Incluso en estos tiempos
veloces como un Cadillac sin frenos,
todos los días tienen un minuto
en que cierro los ojos y disfruto
echándote de menos.
Joaquín Sabina
Hasta aquí, todo había sido raro, pero llevadero. El gran comedor lleno de mesas de cuatro sillas; la sala donde se sentaban todos en el suelo a esperar que cesara la lluvia mientras aquella señora, con aspecto agitanado, les contaba historias fantásticas; el patio donde tuvo que pelearse para demostrar que era capaz de defenderse; incluso aquellas señoras vestidas con esos trajes blancos, largos hasta los tobillos, con esos zapatos negros de cordones, tan masculinos y esos raros sombreros en la cabeza que parecían alas desplegadas.
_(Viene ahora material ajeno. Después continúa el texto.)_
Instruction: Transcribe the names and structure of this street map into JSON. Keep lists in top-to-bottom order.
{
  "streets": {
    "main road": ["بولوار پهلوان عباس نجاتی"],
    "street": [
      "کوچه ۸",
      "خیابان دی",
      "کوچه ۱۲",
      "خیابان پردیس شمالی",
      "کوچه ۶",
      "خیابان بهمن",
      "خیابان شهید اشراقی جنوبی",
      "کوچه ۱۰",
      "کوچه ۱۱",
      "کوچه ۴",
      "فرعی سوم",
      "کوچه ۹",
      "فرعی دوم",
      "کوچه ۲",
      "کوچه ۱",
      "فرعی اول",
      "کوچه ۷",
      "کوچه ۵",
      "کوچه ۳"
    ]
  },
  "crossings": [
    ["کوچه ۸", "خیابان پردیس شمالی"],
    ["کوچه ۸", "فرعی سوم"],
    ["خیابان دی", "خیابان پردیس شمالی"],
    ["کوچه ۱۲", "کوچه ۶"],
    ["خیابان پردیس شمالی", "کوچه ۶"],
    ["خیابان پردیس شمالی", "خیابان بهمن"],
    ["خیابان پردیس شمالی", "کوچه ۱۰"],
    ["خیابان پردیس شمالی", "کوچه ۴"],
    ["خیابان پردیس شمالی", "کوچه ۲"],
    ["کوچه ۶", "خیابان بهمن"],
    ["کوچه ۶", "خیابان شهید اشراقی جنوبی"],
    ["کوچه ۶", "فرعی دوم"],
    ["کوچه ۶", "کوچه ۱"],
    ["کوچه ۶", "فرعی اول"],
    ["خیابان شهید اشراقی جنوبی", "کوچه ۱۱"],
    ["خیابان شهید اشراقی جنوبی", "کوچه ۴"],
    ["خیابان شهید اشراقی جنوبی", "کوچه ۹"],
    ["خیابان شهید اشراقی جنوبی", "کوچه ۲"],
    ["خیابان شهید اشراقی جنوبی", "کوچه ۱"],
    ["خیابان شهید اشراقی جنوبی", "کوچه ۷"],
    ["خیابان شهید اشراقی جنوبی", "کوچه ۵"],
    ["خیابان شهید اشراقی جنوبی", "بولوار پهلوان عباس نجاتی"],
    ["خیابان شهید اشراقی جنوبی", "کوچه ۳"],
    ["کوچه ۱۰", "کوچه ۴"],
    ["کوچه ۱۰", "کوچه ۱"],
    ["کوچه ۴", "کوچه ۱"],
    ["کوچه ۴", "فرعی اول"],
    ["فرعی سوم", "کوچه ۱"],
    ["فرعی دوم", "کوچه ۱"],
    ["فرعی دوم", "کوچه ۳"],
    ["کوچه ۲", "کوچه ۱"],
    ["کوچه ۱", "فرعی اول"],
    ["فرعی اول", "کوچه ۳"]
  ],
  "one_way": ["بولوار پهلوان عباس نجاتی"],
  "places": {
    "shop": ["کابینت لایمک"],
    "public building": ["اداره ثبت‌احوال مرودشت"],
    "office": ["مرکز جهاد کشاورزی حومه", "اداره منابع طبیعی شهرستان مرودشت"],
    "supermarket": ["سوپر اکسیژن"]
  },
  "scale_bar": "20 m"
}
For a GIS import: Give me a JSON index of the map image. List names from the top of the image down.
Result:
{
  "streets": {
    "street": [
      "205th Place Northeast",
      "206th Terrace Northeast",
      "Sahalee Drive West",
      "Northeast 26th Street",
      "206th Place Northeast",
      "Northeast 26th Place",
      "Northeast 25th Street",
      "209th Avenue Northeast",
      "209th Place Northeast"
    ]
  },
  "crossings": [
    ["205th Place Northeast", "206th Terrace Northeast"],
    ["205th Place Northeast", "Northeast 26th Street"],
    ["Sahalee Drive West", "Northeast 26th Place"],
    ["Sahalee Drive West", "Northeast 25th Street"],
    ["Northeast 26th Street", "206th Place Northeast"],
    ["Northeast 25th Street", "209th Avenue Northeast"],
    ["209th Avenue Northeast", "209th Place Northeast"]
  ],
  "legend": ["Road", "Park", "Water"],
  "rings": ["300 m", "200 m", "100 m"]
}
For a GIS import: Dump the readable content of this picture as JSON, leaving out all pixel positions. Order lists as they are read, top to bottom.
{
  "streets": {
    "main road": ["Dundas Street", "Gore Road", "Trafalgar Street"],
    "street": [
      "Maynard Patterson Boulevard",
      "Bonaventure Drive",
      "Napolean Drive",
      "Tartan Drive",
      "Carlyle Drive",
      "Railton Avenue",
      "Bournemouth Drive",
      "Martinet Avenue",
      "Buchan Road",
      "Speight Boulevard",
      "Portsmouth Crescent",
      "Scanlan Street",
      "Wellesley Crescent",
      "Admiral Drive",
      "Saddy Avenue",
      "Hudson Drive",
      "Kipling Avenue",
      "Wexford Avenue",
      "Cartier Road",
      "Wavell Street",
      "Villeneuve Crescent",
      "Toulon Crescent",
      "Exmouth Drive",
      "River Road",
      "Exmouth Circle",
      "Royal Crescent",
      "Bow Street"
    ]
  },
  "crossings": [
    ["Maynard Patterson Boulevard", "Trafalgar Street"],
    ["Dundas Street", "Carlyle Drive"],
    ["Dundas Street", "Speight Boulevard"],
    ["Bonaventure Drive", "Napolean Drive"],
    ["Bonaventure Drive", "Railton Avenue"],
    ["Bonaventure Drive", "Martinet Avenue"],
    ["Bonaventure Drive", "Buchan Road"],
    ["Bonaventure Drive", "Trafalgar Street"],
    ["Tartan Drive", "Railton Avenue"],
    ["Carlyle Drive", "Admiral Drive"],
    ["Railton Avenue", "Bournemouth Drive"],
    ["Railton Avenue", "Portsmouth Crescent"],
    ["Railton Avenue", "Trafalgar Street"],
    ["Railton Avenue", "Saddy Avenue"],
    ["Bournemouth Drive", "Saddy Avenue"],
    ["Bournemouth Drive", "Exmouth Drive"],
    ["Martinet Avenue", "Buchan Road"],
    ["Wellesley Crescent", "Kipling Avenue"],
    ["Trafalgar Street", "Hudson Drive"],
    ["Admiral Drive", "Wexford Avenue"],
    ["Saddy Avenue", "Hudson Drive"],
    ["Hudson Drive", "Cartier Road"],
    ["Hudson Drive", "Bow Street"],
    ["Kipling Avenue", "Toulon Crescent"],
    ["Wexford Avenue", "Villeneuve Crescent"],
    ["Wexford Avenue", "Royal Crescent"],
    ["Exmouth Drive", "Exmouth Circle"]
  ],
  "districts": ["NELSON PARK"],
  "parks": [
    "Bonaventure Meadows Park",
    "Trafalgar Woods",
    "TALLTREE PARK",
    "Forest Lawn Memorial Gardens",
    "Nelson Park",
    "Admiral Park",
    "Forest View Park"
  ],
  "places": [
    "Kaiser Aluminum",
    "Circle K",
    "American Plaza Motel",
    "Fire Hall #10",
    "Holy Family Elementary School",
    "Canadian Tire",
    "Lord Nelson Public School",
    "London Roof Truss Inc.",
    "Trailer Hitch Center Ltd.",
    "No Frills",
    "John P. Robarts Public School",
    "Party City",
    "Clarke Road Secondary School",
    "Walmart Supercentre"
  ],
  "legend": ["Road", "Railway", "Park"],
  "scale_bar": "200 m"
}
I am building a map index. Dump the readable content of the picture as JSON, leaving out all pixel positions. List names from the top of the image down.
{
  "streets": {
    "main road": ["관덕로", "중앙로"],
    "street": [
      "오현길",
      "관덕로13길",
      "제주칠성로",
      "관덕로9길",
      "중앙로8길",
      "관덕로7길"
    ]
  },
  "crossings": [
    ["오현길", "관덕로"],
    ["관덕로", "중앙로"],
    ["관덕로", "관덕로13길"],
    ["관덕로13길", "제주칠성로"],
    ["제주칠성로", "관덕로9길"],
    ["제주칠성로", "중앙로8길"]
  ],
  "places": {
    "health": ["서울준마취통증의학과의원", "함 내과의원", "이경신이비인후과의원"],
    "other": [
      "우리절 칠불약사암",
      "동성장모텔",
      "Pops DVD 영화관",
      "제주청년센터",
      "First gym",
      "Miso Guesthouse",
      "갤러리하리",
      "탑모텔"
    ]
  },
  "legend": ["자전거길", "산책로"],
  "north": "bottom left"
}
Todo llevadero. Si no ilusionante, si lleno de expectativas a los ojos de un niño de seis años. Pero cuando se vino abajo fue al llegar la noche y subir a los dormitorios. En realidad, se trataba de un solo dormitorio con literas a uno y otro lado. No menos de treinta literas por banda. Hasta el color del traje de las monjas había cambiado. Ahora parecían cuervos con las alas caídas. Durante casi media hora, la chiquillería iba y venía de una cama a otra, intercambiando cromos, boliches o chistes. Sólo él permanecía sentado en la litera que le habían asignado. Solo, silencioso y absorto. La monja dio tres palmadas, ordenó con voz tronante que cada mochuelo regresara a su olivo y se apagaron todas las luces, excepto una pequeña bombilla roja que señalaba la entrada de los retretes. De repente se le aparecieron todas las ausencias y lloró escondiendo la cara contra la almohada. Y eso que aun no sabía que ese sería su hogar los próximos nueve años.